Thursday, September 6, 2012
The titular novella and five short stories comprise Roth's debut, which snagged the National Book Award, way back when. My eyes were opened particularly by the story "The Conversion of the Jews," in which a young Jewish boy engages in literal brinkmanship - threatening to jump off a roof - in order to prove his point that other religions than Judaism are no more or less true. As for "Goodbye, Columbus," it's a story of young love had and lost, and particularly, about class, as the Rutgers-attending narrator from Newark falls in with Brenda of the affluent suburb, Short Hills, who is also a student at Radcliffe College, in Boston. "Eli the Fanatic" tells of attempts to assimilate a more traditional Jew into his more modern community, and "You Can't Tell a Man by the Song He Sings" of general boyhood mischief: being tricked by older boys into taking the blame for the acts he joined them in.

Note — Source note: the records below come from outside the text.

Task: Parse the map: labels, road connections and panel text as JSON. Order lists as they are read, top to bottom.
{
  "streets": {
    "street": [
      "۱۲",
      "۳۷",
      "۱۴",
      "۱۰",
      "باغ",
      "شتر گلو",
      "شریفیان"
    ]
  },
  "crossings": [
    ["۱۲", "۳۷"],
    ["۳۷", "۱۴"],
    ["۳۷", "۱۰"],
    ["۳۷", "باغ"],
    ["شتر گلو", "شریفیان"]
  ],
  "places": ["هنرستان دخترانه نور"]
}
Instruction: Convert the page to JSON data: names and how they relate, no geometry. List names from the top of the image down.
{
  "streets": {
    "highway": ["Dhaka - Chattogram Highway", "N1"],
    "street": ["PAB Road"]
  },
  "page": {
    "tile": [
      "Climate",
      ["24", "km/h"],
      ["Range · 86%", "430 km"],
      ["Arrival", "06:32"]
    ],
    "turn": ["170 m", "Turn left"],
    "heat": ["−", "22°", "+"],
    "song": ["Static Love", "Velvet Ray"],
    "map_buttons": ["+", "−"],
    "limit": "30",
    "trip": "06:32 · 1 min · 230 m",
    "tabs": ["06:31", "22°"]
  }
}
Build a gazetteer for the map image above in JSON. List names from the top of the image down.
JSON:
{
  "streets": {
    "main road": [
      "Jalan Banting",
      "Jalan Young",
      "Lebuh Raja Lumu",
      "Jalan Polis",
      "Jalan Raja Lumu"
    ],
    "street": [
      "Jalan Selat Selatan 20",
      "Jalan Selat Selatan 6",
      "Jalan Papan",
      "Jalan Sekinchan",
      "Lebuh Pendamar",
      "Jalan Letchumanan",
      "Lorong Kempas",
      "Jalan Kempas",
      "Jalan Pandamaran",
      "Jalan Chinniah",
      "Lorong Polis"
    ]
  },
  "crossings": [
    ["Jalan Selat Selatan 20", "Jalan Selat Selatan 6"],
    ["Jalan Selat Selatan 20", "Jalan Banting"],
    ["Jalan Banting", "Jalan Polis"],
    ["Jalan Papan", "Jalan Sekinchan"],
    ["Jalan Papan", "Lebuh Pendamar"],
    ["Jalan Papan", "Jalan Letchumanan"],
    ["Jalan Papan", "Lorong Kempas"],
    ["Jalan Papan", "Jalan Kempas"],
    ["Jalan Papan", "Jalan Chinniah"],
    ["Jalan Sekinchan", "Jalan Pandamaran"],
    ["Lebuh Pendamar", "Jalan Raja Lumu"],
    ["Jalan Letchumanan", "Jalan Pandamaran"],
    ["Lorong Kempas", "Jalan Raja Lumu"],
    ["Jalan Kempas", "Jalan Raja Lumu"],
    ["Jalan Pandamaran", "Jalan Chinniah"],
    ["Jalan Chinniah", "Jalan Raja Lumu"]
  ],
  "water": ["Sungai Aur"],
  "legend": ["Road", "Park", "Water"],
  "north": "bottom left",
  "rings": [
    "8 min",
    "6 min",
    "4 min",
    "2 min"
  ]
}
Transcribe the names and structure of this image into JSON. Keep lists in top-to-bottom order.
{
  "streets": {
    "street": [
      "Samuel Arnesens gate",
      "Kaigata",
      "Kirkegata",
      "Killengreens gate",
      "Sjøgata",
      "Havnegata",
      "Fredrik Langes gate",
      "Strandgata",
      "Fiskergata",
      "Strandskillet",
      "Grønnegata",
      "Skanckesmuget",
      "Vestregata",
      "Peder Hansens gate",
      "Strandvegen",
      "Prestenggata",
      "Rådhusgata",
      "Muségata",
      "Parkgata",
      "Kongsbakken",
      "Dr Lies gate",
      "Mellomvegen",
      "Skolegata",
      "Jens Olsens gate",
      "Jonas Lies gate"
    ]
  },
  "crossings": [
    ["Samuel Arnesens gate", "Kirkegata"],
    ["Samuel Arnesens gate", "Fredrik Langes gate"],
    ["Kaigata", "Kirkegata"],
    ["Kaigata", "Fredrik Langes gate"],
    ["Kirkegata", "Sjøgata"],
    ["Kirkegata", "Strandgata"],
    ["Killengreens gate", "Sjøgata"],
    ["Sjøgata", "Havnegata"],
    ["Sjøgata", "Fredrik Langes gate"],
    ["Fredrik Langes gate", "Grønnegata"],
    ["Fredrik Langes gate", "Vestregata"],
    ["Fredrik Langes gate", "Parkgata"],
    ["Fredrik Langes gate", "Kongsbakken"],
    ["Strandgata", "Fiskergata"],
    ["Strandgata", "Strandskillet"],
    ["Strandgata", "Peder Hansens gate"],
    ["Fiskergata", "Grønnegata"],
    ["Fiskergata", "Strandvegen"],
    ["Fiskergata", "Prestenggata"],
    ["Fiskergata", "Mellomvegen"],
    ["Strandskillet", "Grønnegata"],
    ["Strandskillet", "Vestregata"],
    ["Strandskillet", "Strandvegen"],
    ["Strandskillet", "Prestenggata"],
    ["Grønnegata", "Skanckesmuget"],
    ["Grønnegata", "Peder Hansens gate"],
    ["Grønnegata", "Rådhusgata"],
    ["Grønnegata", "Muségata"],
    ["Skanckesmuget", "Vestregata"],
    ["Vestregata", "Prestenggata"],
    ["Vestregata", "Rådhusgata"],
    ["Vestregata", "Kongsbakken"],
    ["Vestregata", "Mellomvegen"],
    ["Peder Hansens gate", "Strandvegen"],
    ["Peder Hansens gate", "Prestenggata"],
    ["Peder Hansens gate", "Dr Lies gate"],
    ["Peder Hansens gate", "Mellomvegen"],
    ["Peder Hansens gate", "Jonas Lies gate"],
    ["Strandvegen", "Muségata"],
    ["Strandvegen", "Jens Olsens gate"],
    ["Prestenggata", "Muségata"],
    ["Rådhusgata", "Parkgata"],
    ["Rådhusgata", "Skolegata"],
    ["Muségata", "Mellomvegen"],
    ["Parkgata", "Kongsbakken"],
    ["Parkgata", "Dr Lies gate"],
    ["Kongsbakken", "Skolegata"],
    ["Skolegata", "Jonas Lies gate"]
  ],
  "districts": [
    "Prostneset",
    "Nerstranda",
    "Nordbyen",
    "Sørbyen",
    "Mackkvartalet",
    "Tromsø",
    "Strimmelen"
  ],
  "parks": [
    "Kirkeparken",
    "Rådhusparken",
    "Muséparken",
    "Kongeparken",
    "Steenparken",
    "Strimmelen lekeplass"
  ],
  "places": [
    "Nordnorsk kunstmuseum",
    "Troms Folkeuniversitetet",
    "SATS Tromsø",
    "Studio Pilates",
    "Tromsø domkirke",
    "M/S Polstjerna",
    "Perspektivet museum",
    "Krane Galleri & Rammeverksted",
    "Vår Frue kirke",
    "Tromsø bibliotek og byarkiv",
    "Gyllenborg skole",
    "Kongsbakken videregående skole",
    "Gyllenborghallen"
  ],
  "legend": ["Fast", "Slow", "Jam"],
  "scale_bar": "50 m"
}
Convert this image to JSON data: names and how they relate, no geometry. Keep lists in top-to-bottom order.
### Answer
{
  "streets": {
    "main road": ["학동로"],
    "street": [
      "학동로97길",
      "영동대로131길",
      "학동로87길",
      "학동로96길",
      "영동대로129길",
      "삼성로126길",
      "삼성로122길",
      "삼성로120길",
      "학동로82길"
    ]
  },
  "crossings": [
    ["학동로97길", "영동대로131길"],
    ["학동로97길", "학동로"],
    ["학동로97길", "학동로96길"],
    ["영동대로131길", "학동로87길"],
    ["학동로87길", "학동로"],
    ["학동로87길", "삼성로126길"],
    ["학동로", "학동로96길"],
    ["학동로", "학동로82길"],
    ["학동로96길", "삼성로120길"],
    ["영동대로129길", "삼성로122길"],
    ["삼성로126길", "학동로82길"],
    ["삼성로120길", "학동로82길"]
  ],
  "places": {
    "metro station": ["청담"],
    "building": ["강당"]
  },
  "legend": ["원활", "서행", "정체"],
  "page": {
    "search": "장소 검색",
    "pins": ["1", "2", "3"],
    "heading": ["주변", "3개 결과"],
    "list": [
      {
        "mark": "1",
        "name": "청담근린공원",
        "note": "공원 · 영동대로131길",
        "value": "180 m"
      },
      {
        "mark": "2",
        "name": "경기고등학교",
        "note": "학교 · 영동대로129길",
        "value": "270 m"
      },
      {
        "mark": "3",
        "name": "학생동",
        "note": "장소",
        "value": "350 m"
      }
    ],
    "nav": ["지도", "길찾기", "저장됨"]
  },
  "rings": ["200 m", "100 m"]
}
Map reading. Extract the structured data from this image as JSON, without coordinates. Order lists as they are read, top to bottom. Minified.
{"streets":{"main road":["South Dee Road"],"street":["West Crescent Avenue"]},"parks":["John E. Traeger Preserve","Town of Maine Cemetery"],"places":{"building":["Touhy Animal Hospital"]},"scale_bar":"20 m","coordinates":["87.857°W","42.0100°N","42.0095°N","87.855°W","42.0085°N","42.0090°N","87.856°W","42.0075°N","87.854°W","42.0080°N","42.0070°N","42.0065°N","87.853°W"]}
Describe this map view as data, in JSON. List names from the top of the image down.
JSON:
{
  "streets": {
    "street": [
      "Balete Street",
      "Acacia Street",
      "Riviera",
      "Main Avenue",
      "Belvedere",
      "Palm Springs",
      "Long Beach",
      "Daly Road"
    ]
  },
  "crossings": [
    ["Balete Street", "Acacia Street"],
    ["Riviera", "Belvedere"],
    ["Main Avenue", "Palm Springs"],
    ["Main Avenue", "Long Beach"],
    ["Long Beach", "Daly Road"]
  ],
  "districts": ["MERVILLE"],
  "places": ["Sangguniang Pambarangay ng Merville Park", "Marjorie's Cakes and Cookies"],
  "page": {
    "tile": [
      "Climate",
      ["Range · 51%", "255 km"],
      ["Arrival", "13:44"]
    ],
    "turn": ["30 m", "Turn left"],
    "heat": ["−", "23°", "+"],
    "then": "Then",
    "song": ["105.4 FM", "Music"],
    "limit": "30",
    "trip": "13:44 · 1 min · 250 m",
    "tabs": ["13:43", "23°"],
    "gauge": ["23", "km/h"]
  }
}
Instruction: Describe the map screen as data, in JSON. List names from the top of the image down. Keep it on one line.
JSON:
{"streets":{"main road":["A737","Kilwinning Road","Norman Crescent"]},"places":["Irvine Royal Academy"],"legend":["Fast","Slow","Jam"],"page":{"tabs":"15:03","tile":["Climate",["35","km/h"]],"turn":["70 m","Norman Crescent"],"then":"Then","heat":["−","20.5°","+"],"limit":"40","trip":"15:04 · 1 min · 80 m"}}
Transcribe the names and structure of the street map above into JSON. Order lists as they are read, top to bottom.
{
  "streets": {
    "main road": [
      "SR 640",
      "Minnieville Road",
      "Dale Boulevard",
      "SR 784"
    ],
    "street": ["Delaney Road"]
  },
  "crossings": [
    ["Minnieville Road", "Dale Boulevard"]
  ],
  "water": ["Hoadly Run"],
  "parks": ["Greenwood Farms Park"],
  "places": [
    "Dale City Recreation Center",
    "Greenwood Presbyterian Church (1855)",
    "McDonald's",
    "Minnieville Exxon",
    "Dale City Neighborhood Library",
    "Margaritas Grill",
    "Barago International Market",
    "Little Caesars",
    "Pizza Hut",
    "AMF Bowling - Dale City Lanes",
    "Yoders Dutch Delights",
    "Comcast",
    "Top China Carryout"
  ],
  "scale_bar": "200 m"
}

And "Defender of the Faith" is a rather hilarious account of a sympathetic army commander who gets three fellow Jews in his unit and exhaustingly concedes to their special requests not otherwise honoured by the army (e.g., religious holidays). It's a searing statement of identity, a book (and a writer) with a fire in his belly and one who writes almost savagely, brusquely, using short words and sentences where others might noodle. An indispensable American document; love him or hate him, your path with Roth begins here, and - if it's O.K. to say 50 years after the fact - it's an amazingly auspicions debut.